Marsh can’t do anything about the fact that he hits left-handed. But he does bring some positive uncertainty on the upper end of the range of outcomes. He made some noticeable improvements in his bat-to-ball game in 2025, raising his contact rate from 74.7% to 78.3%, according to FanGraphs. Much of that jump came out of the zone. He swung at more pitches out of the zone (30.5%, up from 26.1% in 2024) but also connected on more of those pitches (56.3%, up from 51.4%). The result was less power and fewer walks, but also fewer strikeouts and more base hits. All in all, the tradeoff was positive one vs. 2024. The question now is whether he can add on a little more power in the zone.

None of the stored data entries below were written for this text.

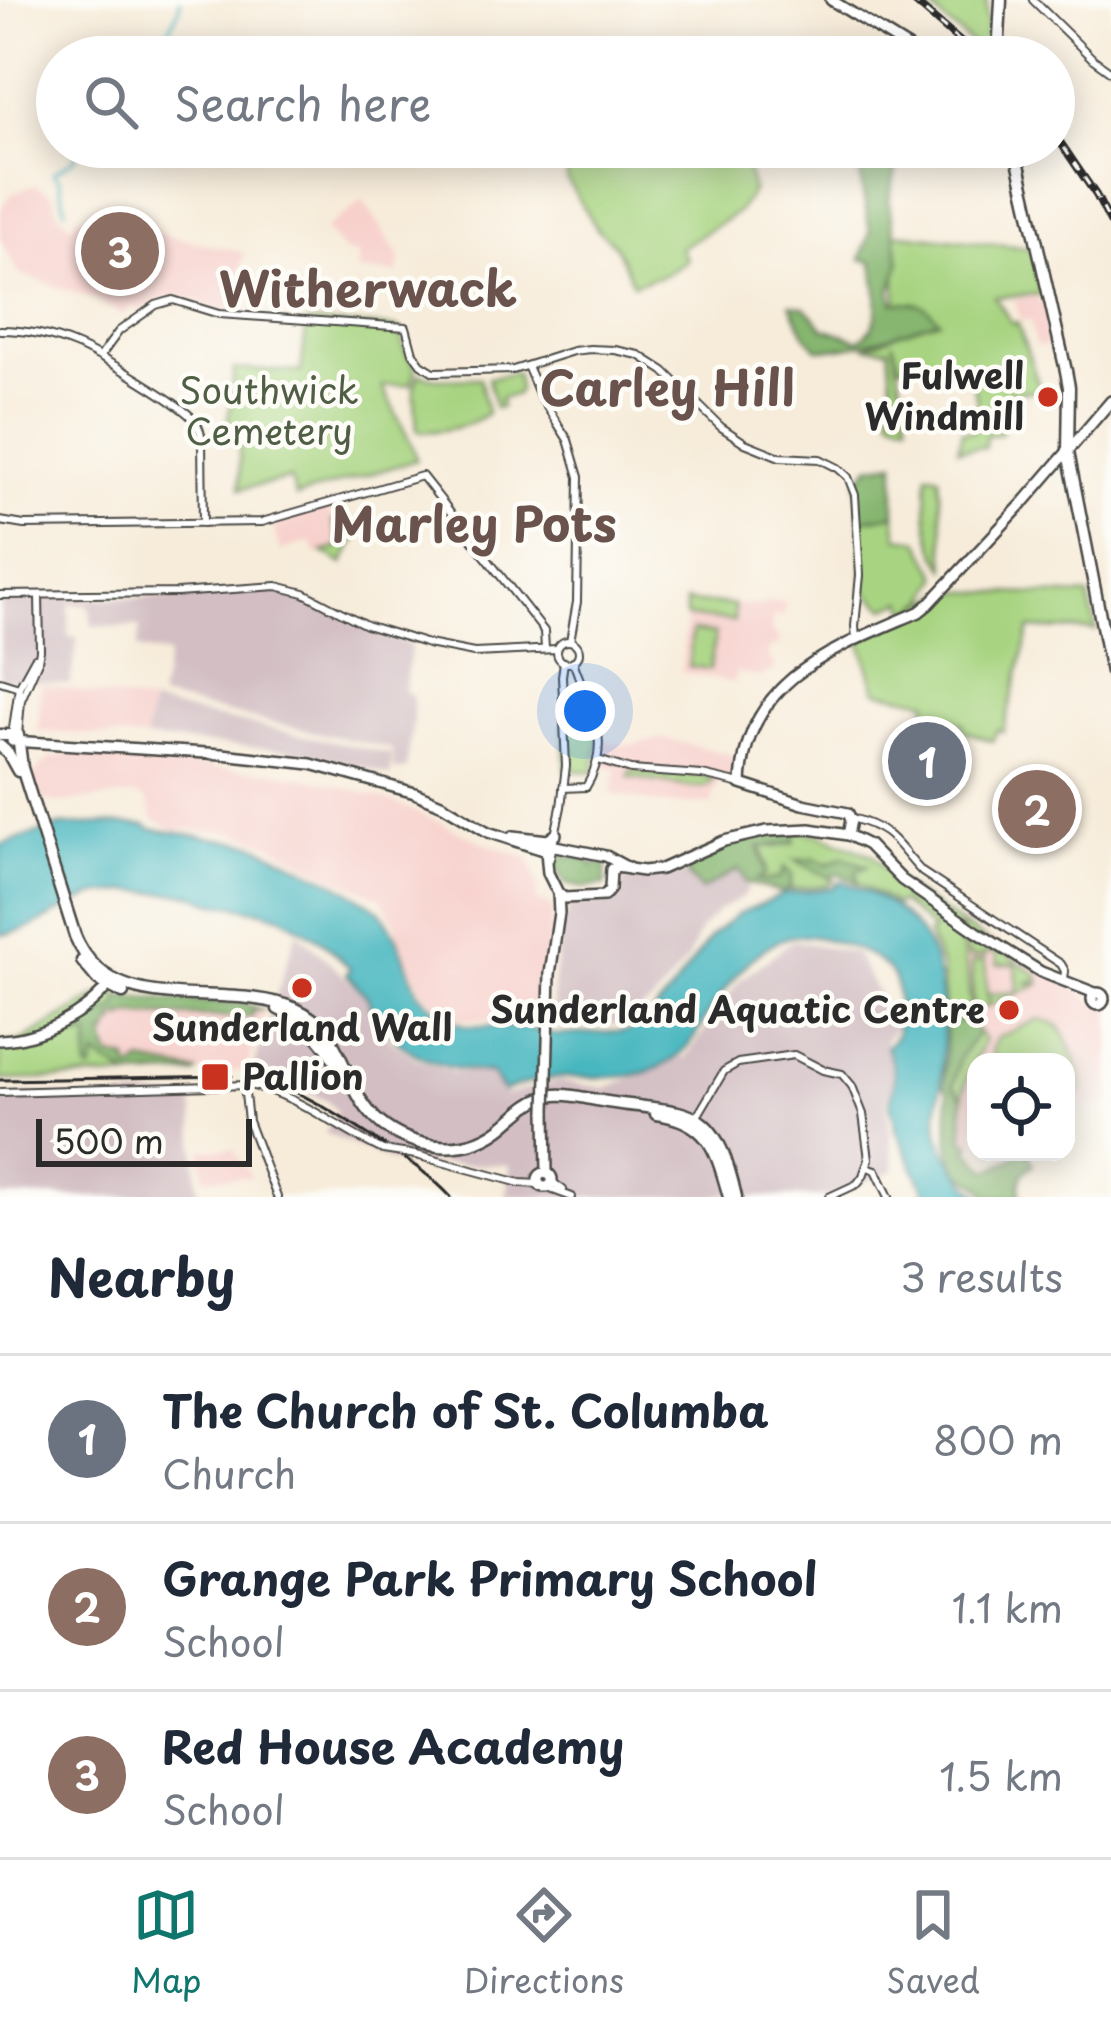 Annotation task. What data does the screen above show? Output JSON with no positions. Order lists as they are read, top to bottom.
{
  "districts": ["Witherwack", "Carley Hill", "Marley Pots"],
  "parks": ["Southwick Cemetery"],
  "places": {
    "other": ["Fulwell Windmill", "Sunderland Wall", "Sunderland Aquatic Centre"],
    "transit": ["Pallion"]
  },
  "scale_bar": "500 m",
  "page": {
    "search": "Search here",
    "pins": ["3", "1", "2"],
    "scale": "500 m",
    "heading": ["Nearby", "3 results"],
    "list": [
      {
        "mark": "1",
        "name": "The Church of St. Columba",
        "note": "Church",
        "value": "800 m"
      },
      {
        "mark": "2",
        "name": "Grange Park Primary School",
        "note": "School",
        "value": "1.1 km"
      },
      {
        "mark": "3",
        "name": "Red House Academy",
        "note": "School",
        "value": "1.5 km"
      }
    ],
    "nav": ["Map", "Directions", "Saved"]
  }
} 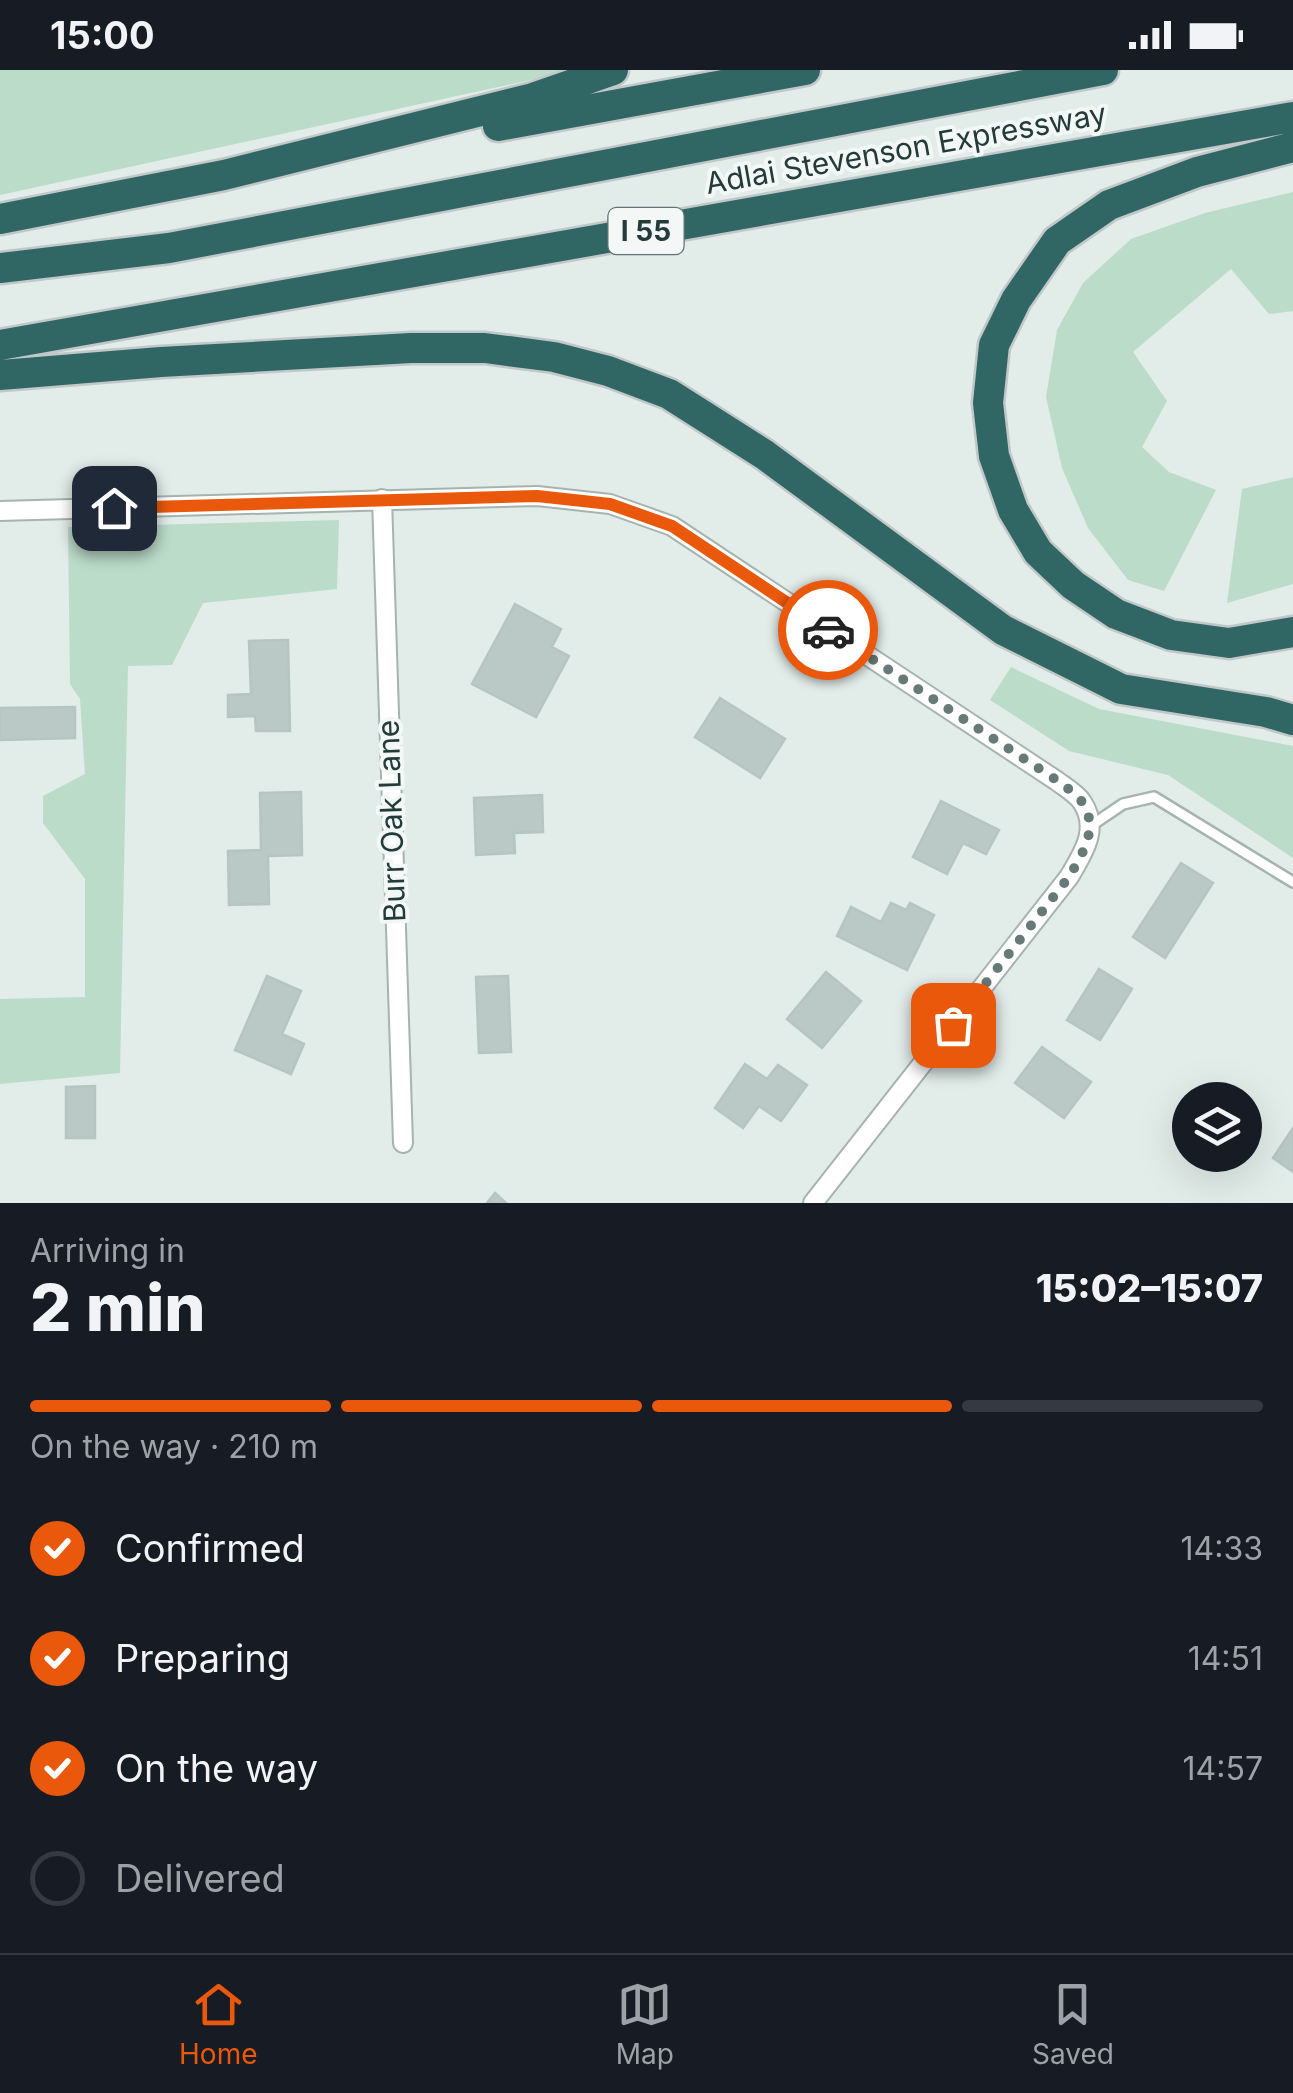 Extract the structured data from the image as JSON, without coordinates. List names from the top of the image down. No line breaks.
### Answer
{"streets":{"highway":["Adlai Stevenson Expressway","I 55"],"street":["Burr Oak Lane"]},"page":{"status":"15:00","heading":["2 min","Arriving in","15:02–15:07"],"bar":"On the way · 210 m","list":[["Confirmed","14:33"],["Preparing","14:51"],["On the way","14:57"],"Delivered"],"tabs":["Home","Map","Saved"]}}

Marsh finished last season on a serious upswing. After a brutal first six weeks of the season, he hit .299 with an .835 OPS over his last 107 games. His last two months were especially spicy, with a .325/.367/.584 batting line and eight home runs in 166 plate appearances from July 28 to the end of the regular season. During that stretch, he ranked seventh among outfielders in weighted on-base average (.401) and sixth in slugging percentage (.584) with a home run pace of about 25 per 162 games.

Justin Crawford

Obvious, yes, especially now that it seems he has a spot locked up on the opening day roster. It would be a huge boost if Crawford could somehow bring his .334/.411/.452 triple-A batting line to the majors without much drop-off. Hello, leadoff spot. We’ll worry about lefties later.

But that’s not the real game-changer of a scenario. No, the one the Phillies can dream in is the one Crawford hinted at in his first at-bat of the spring, a double off the center-field wall off of big league lefty Eric Lauer. What if Crawford finally starts to develop the power suggested by his frame and his pedigree?

» READ MORE: Justin Crawford is ready to show he can take ‘control’ in the Phillies outfield

It’s awfully hard for a big league hitter to swing his way on base as routinely as Crawford did in the minors. But the Phillies would gladly sacrifice some of that average for some of the pop that his papa had during his prime. Carl Crawford’s power started to come at the age of 22, in his third season in the majors. That was his first All-Star season for the Rays, when he led the majors with 19 triples and also hit 11 home runs for a .450 slugging percentage that would continue to improve throughout his early 20s.

Justin has his dad’s frame. He has a similar swing. He finished last season with just 34 extra-base hits in 506 plate appearances. But the jump is going to come, as long as he can make big-league contact.

The moral of the story: There is upside on this Phillies roster. It only means so much. We’ve seen that with Bohm and Stott over the last few seasons. But Miller and Crawford offer plenty of reason to hope. At the very least, the Phillies seem to understand that they could be necessities.